Machine learning has emerged as a leading force in revolutionizing technology, education, and almost every aspect of our lives. Reinforcement learning is a sub-field of machine learning that deals with the effects of dynamic feedback and systems that interact with the environment. In these settings, classic statistical and algorithmic guarantees often do not hold because of non i.i.d. data, dynamic feedback, and distribution shift.
We develop a framework for single trajectory learning of nonlinear dynamical systems using mixing arguments. Our main result studies the landscape of empirical risk minimization for learning nonlinear dynamical systems from a single trajectory, and provides uniform gradient convergence guarantee, which is combined with novel one-point convexity to facilitate the learning of nonlinear dynamical systems. Our proposed framework allows for non-convex loss landscape and our sample complexity and statistical error rates are optimal in terms of the trajectory length, dimensions of the system and input/noise strength.

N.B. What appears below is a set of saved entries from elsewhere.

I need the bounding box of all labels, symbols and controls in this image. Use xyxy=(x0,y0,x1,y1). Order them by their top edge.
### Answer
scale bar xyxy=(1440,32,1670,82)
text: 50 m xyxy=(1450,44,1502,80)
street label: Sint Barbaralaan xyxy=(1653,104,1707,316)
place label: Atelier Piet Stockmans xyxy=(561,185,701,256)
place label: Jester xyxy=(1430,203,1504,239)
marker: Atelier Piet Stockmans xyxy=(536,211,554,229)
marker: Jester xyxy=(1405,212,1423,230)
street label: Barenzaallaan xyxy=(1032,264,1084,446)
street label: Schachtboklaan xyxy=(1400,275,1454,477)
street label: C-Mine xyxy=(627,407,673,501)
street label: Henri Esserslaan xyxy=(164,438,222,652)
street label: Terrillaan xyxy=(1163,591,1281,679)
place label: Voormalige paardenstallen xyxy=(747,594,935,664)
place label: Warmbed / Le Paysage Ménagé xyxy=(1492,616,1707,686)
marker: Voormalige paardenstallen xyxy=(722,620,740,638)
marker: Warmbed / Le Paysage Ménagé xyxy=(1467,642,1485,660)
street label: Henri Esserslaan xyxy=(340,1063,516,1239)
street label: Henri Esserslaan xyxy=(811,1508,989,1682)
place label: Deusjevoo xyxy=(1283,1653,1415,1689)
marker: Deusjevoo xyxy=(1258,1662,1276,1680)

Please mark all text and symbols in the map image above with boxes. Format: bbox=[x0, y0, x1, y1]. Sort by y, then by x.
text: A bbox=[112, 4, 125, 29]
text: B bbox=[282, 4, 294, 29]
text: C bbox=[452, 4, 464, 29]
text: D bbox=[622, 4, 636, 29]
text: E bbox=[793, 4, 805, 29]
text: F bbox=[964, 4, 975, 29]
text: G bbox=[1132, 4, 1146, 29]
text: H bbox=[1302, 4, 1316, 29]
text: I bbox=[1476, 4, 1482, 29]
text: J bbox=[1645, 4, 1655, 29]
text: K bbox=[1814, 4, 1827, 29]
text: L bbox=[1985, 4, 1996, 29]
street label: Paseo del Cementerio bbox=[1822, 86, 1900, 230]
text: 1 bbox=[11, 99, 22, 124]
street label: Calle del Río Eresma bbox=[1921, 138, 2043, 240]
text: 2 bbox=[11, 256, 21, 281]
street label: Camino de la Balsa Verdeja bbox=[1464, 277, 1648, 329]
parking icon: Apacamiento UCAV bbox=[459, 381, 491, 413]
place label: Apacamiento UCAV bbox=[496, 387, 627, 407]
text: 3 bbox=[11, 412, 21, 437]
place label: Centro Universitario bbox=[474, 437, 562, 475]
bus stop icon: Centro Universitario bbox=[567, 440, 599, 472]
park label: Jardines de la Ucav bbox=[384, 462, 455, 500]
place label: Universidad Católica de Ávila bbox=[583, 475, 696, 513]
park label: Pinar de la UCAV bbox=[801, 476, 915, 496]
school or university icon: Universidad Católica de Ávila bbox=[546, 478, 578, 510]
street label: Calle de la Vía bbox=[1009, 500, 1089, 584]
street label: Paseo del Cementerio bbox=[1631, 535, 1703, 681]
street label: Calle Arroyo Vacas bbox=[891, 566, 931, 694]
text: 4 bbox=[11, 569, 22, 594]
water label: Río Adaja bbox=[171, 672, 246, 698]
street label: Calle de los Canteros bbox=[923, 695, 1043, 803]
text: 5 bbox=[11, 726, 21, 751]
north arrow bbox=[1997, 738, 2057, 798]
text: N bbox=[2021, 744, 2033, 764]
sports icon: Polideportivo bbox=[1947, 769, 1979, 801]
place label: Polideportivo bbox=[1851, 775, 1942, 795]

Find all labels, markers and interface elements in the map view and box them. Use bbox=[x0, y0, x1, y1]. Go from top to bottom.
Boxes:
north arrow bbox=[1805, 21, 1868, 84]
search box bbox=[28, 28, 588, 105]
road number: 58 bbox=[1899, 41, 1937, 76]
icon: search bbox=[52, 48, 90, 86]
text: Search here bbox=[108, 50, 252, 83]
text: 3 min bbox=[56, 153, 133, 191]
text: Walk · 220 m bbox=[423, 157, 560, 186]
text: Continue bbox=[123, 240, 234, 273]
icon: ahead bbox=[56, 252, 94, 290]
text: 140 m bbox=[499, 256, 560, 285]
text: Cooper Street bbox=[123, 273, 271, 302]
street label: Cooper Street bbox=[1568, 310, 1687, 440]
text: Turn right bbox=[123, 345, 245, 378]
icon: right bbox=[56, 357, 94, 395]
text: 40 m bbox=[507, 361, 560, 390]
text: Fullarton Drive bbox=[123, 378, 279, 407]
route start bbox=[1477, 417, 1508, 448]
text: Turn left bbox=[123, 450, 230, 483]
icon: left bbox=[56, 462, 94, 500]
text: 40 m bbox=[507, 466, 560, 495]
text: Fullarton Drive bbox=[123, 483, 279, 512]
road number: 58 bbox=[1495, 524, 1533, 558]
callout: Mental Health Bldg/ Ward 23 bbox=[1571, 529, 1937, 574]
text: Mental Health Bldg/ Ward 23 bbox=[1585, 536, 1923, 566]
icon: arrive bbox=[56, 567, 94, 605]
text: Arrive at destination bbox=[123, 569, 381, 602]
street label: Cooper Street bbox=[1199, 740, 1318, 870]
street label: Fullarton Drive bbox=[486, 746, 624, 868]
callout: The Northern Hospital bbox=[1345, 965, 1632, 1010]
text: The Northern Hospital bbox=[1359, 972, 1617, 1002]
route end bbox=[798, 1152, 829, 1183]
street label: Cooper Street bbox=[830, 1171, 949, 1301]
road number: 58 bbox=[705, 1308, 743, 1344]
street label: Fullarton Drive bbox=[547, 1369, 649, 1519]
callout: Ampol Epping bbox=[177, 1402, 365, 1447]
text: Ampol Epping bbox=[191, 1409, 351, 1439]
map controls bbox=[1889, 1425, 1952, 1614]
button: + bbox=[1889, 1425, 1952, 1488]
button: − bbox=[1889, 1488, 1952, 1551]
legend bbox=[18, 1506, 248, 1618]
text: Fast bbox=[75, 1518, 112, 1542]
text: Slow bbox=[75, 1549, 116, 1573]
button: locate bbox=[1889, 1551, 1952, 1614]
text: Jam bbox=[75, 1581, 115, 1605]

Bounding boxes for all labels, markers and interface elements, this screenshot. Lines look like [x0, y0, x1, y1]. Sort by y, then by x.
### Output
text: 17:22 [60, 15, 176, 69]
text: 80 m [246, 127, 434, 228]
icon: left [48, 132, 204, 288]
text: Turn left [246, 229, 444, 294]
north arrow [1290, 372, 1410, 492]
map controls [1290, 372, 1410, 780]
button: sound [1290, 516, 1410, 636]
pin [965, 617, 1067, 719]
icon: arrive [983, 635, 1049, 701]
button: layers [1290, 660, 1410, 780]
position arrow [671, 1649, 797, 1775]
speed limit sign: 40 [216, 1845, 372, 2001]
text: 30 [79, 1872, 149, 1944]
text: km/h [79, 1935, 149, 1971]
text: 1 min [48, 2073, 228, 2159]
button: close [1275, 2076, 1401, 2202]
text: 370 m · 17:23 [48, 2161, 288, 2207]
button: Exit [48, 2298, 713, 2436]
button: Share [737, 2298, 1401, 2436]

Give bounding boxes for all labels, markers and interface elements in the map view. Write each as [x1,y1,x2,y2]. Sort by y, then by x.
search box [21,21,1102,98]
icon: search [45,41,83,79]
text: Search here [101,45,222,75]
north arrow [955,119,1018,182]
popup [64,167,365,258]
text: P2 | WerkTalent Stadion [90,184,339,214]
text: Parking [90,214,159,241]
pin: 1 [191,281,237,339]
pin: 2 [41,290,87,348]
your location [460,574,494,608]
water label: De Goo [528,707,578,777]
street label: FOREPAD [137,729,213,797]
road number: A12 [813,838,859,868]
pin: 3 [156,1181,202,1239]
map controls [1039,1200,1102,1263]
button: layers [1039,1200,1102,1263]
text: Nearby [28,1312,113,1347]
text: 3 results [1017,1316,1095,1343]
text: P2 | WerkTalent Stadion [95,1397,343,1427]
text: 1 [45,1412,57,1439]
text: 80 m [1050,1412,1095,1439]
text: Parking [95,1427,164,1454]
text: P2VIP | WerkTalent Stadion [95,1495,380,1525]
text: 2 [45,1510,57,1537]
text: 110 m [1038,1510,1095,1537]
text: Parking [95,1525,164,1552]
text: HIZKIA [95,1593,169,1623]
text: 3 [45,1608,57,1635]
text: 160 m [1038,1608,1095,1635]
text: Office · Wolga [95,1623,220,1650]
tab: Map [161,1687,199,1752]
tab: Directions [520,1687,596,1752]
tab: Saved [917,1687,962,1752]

Next, we study the problem of learning bilinear dynamical systems from a single trajectory of the system’s states and inputs. Our main contribution is the application of martingale small-ball arguments to derive learning guarantees for non-mixing bilinear dynamical systems. We further extend our analysis to time varying dynamical systems by studying the problem of learning non-mixing Markov jump systems. Specifically, we learn the dynamics in each mode and the Markov transition matrix, underlying the evolution of the mode switches, from a single trajectory of the system’s states, inputs, and modes. Our sample complexity and statistical error rates are optimal in terms of the trajectory length, the dimensions of the system and the input/noise strength.
Lastly, as a preliminary to the problem of finding the best LTI dynamical system that can minimize least-squares loss given a single trajectory of an unknown dynamical system, we study the simpler problem of finding the best linear model in high dimensions, given a dataset. Specifically, we analyze projected gradient descent algorithm to estimate the population minimizer in the finite sample regime. We show that the nonlinearity of the problem can be treated as uncorrelated noise and establish linear convergence rate and data-dependent estimation error bounds for the projected gradient descent algorithm.